The course trains students in the practice of European law whilst allowing them to acquire the necessary theoretical knowledge to anticipate the evolution, during their professional careers, of a field of law that is in constant change. To satisfy this requirement, the academic staff is made up of high level researchers attached to the ULB but also to other international universities (European University Institute of Florence, HEC Paris, etc. ...) as well as reputed lawyers and members of EU institutions (Court of Justice of the European Union, European Commission etc.).
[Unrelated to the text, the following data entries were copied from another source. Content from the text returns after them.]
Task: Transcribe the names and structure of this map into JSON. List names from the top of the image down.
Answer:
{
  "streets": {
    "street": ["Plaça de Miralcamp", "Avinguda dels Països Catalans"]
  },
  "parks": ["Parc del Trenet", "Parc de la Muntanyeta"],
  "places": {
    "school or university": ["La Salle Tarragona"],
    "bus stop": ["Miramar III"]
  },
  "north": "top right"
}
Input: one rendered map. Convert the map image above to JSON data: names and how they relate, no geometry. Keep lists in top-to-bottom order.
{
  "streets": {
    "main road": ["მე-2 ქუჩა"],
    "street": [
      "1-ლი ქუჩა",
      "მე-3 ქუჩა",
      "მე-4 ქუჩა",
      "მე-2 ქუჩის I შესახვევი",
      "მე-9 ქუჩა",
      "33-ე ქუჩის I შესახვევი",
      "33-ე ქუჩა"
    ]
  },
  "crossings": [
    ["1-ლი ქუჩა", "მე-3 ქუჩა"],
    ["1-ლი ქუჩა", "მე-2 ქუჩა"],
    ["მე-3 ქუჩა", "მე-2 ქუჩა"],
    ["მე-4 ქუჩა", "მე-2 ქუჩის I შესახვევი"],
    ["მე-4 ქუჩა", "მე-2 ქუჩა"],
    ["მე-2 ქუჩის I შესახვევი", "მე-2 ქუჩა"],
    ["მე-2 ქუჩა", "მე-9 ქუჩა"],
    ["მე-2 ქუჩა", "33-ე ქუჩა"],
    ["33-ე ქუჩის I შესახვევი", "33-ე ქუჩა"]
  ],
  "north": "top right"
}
In addition it relies on the ULB's Institut d'Etudes Européennes which, in parallel to its interdisciplinary research on European integration, gathers teams of researchers specialised in European criminal law, in fundamental rights, in European asylum and immigration law as well as in economic law. This research feeds the content of the courses and fuel the debate around the process of European integration.
The Master's course includes a core part (European constitutional law, jurisdictional protection in the EU, the law of external relations of the EU as well as two courses on the basics of European competition law and internal market).
In addition, students have the option to orient their course to a particular area of European law, be that 'European economic law' or the 'Area of Freedom, Security and Justice'.
Finally, students have to produce a master thesis (tfe) at the end of their studies in one of the three following forms:
TFE 'research' on an issue relating to European law;
Career-oriented TFE combined with an internship;
TFE in the form of participation in a moot court competition (European Law Moot Court Competition or another).
Thre program is one of the most renown in EU legal education, counting amongst its alumnis Judges of the CJEU and of the Tribunal as well as EU Commissionars
In order to train fully fledged legal professionals in EU law, the Advanced Master in European law draws on its privileged location to bring together high profile practitioners and teachers into its teaching staff. Through an international group, the students will therefore be able to analyse the most recent developments in EU law whilst appreciating the evolution of the latter in relation to their national systems.
To do so, the Master is based on an interactive approach to teaching, such as simulated plea bargaining or simulated trials to allow students to put the knowledge that they have acquired directly into practice.
Every year, the promotion is fully representative of the Union's rich legal tradition.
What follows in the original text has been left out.